Il giorno dopo, l’8 ottobre dell’anno scorso, i numeri del massacro erano ancora difettosi sulle prime pagine dei giornali. Si era già visto a quale grado di inimmaginabile atrocità si fossero abbandonati i macellai – miliziani e civili palestinesi – nel loro lavoro sui corpi vivi e sui cadaveri delle vittime, ma non era ancora definita la quantità di gente che nel giro di un paio d’ore diventava la materia passiva di quel selvaggio esperimento genocidiario. E così, sui frontespizi di quella stampa, erano i cento morti, i duecento, i duecentocinquanta. Un sovrappiù di mille avrebbe dovuto aggravare, giorni dopo, quella precaria contabilità.
Ma la scala di quegli orrori – senza precedenti, salvo risalire all’industria dello sterminio nazista – non diceva proprio tutto della maestosa e oscena portata simbolica dello spettacolo che andava in scena quella mattina di un anno fa. C’erano infatti, laggiù, anche i sopravvissuti dei Campi.

Quelli che, bambini, ottant’anni fa, avevano visto i propri genitori e i propri nonni salire in fumo dai forni della fabbrica sterminatrice: ottant’anni dopo, il 7 ottobre dell’anno scorso, avrebbero visto patire la stessa sorte ai propri figli e ai propri nipoti. Sterminati in quanto ebrei esattamente come, in quanto ebrei, furono sterminati i parenti di quei bambini fattisi vegliardi per chiudere gli occhi sul cerchio chiuso dello stesso orrore.
Il fatto che non si trattasse neppure dei discendenti degli sterminati ma a volte, appunto, addirittura degli stessi che erano sopravvissuti allo sterminio, gli orfani superstiti di quella mostruosa devastazione, è un pauroso dettaglio che faticava a fare capolino dalle cronache di quei giorni di un anno fa. Ma si sperava che – per chi si dava al commento di quella tragedia – il riproporsi della medesima, incommensurabile violenza sulla pelle già marchiata di un ebreo avesse il significato che aveva, il significato che era imperativo non trascurare e che invece finiva tutt’al più in qualche nota di passaggio routinariamente descrittivo. Perché questo è successo: è successo che la genuinità della “condanna” di quell’orgia sanguinaria, in via di indebolimento e dissipazione già ventiquattr’ore appresso, era maleficamente adulterata dall’atteggiamento speciale che ancora una volta riguardava l’assassinio degli ebrei.

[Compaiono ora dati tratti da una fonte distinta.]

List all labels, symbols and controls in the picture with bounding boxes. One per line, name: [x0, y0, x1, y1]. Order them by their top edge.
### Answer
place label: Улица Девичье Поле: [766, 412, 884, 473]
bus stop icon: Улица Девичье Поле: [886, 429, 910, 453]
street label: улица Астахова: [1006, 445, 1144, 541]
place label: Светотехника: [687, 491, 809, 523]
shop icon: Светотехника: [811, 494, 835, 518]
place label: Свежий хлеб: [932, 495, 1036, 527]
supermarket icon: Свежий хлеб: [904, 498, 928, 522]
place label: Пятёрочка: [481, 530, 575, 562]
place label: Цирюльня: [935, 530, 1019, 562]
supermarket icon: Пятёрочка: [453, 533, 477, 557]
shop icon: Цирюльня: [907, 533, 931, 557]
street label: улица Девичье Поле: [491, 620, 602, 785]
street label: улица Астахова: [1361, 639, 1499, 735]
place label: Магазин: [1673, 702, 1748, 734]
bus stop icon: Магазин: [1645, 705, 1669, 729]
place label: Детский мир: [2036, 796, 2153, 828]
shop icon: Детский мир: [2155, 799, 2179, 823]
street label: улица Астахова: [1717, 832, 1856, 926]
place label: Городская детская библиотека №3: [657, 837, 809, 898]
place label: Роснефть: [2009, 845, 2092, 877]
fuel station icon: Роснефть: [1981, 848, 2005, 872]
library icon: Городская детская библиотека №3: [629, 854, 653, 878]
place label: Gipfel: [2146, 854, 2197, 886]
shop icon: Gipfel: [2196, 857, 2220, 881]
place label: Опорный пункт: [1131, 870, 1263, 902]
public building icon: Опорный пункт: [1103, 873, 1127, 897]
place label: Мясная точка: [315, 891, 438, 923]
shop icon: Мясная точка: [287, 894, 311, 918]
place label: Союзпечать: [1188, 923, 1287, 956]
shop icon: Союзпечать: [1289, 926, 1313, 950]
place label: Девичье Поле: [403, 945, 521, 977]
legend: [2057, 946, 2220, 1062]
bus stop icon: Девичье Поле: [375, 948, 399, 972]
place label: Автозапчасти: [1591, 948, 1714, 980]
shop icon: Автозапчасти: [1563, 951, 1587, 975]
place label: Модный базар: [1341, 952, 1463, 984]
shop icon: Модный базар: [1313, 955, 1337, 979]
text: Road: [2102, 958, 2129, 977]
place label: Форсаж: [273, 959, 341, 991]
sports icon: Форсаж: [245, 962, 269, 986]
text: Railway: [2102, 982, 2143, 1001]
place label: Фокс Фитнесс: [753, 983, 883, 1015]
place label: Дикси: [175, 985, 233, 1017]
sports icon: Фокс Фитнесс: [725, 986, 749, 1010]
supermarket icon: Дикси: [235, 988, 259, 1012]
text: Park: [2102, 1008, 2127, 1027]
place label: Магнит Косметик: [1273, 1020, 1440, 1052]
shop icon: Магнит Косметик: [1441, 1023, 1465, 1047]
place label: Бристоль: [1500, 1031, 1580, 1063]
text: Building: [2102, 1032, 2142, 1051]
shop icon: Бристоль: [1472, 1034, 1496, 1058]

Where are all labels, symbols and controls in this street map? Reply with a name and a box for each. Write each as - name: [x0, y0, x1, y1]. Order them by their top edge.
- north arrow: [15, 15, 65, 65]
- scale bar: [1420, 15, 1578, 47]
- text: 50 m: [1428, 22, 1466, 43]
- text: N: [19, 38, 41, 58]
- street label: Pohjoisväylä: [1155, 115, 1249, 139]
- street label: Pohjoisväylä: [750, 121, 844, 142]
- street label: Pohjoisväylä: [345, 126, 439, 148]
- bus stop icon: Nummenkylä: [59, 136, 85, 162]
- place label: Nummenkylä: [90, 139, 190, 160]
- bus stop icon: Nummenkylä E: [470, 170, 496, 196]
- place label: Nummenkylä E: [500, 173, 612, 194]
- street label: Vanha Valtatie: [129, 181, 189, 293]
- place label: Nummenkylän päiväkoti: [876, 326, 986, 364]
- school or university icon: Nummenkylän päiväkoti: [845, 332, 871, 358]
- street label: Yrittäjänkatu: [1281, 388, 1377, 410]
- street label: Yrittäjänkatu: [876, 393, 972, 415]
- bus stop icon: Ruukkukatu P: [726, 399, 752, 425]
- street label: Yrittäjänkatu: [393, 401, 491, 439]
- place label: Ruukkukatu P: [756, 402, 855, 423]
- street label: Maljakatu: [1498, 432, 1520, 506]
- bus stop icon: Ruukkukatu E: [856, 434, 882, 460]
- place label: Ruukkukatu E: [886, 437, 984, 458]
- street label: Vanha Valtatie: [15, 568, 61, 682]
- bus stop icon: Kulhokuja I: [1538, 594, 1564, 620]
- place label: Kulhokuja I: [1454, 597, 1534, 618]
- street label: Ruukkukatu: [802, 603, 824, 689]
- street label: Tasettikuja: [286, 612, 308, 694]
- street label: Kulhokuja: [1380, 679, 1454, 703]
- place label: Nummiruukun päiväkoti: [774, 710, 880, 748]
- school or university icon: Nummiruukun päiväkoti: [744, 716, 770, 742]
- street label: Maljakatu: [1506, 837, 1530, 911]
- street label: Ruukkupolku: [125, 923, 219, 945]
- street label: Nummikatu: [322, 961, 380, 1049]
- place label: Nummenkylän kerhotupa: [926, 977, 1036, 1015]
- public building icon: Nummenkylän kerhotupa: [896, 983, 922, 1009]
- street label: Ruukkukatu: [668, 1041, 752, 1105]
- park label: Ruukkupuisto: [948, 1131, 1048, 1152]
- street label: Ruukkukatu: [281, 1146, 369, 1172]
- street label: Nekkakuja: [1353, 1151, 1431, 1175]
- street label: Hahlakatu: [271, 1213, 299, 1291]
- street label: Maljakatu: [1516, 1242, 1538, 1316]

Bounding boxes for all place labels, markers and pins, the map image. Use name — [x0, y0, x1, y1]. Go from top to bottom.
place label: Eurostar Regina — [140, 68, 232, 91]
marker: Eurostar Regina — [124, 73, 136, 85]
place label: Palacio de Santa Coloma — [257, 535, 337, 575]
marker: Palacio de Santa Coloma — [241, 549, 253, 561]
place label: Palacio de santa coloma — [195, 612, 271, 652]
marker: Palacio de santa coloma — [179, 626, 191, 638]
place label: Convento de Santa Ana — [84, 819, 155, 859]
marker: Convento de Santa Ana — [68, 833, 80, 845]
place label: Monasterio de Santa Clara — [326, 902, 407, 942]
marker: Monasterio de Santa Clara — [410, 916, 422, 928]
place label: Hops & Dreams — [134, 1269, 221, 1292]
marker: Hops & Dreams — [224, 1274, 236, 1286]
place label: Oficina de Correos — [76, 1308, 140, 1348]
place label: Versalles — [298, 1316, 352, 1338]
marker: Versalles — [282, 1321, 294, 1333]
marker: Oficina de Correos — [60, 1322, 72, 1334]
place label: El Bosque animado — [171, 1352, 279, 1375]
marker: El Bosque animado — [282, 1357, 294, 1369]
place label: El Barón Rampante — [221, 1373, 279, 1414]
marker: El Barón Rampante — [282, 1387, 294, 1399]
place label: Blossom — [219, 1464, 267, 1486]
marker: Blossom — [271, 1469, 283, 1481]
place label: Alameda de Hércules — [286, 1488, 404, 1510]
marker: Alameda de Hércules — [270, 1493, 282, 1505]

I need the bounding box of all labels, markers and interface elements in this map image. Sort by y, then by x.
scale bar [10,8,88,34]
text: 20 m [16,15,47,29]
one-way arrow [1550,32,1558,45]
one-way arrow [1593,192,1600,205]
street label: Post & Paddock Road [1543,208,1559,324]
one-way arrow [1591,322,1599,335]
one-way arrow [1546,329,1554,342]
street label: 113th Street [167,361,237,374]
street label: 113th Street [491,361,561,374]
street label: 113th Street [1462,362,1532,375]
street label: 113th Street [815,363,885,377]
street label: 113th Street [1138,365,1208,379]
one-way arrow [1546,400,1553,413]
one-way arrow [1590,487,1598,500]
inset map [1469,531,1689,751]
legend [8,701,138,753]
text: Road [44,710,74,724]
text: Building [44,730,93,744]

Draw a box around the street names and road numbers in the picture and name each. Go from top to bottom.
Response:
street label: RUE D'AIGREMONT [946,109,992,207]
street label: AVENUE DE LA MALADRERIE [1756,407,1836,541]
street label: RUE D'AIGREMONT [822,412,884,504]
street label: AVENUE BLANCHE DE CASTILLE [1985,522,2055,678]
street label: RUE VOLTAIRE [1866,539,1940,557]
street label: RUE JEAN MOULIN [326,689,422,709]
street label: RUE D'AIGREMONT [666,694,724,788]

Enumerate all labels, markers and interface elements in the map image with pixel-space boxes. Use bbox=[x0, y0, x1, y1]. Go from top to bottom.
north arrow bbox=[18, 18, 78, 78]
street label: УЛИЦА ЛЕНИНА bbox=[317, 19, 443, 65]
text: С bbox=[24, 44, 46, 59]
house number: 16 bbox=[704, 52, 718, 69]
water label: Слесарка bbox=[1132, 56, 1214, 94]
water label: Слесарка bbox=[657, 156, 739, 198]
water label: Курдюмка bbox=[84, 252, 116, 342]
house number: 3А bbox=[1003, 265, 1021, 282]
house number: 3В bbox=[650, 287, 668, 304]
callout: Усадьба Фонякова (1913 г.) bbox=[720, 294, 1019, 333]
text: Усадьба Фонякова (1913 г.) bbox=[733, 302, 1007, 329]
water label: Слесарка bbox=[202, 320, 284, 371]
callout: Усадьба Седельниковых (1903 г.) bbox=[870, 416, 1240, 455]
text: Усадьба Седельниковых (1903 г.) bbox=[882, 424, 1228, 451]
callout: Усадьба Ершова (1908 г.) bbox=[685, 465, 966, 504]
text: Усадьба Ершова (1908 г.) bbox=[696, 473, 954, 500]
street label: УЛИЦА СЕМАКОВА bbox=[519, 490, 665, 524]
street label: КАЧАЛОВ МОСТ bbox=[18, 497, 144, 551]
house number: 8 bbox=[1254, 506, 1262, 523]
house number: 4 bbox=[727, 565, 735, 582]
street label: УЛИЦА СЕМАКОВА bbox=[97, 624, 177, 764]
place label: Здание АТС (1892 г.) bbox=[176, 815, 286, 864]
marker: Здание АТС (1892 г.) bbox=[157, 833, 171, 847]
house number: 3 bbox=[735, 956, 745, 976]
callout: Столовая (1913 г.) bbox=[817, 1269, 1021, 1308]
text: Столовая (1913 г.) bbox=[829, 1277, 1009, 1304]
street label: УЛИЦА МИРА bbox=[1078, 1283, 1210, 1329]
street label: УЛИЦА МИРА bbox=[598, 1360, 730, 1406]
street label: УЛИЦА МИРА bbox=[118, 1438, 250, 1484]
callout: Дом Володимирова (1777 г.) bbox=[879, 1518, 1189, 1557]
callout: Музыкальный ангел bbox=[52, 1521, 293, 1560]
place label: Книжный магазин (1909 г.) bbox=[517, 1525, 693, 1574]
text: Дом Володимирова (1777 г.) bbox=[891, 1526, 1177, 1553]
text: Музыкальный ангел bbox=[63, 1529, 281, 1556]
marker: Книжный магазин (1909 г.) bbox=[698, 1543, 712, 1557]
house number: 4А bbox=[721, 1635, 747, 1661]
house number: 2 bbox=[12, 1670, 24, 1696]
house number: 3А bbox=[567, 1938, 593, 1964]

Gente che non meritava di essere assassinata, questo no (o questo non sempre), ma gente che dopotutto è normale e ricorrente che sia assassinata. In una “normalità” che non cessa di essere tale neppure quando la violenza antisemita ammonta a quei numeri e assume quelle fattezze. Erano vecchi, erano uomini, donne, ragazzi, bambini quelli torturati e uccisi, ma questo non bastava a tener viva troppo a lungo quella condanna e a reclamare che fosse resa loro giustizia. Perché erano innanzitutto un’altra cosa: erano ebrei.

Si spiega soltanto così – e in nessun altro modo – il fatto che non già la reazione israeliana, che ancora non c’era, bensì proprio il pogrom, facesse immediatamente incurvare all’insù le statistiche delle aggressioni antisemite nell’Europa che fu della Shoah. Era il lato più disinibito e fattivo di una medesima discriminazione, quella che allarga le braccia – pur sconsolata – davanti alla caccia all’ebreo e quella che vi partecipa: l’una e l’altra identicamente fondate sullo stesso protocollo disumanizzante.
Ormai a quasi un anno da quel giorno le storie personali degli uccisi sono state impacchettate nell’indistinto riservato a questa categoria diversamente meritevole: persone che non hanno scelto di nascere con il marchio che ne giustifica la discriminazione mentre sono in vita, e delle quali è normale dimenticarsi quando sono uccise. Perché è ancora possibile sperare che gli ebrei non siano uccisi; ma ancora non è possibile sperare che, se sono uccisi, non si consideri che questo debba “purtroppo” appartenere al loro destino possibile.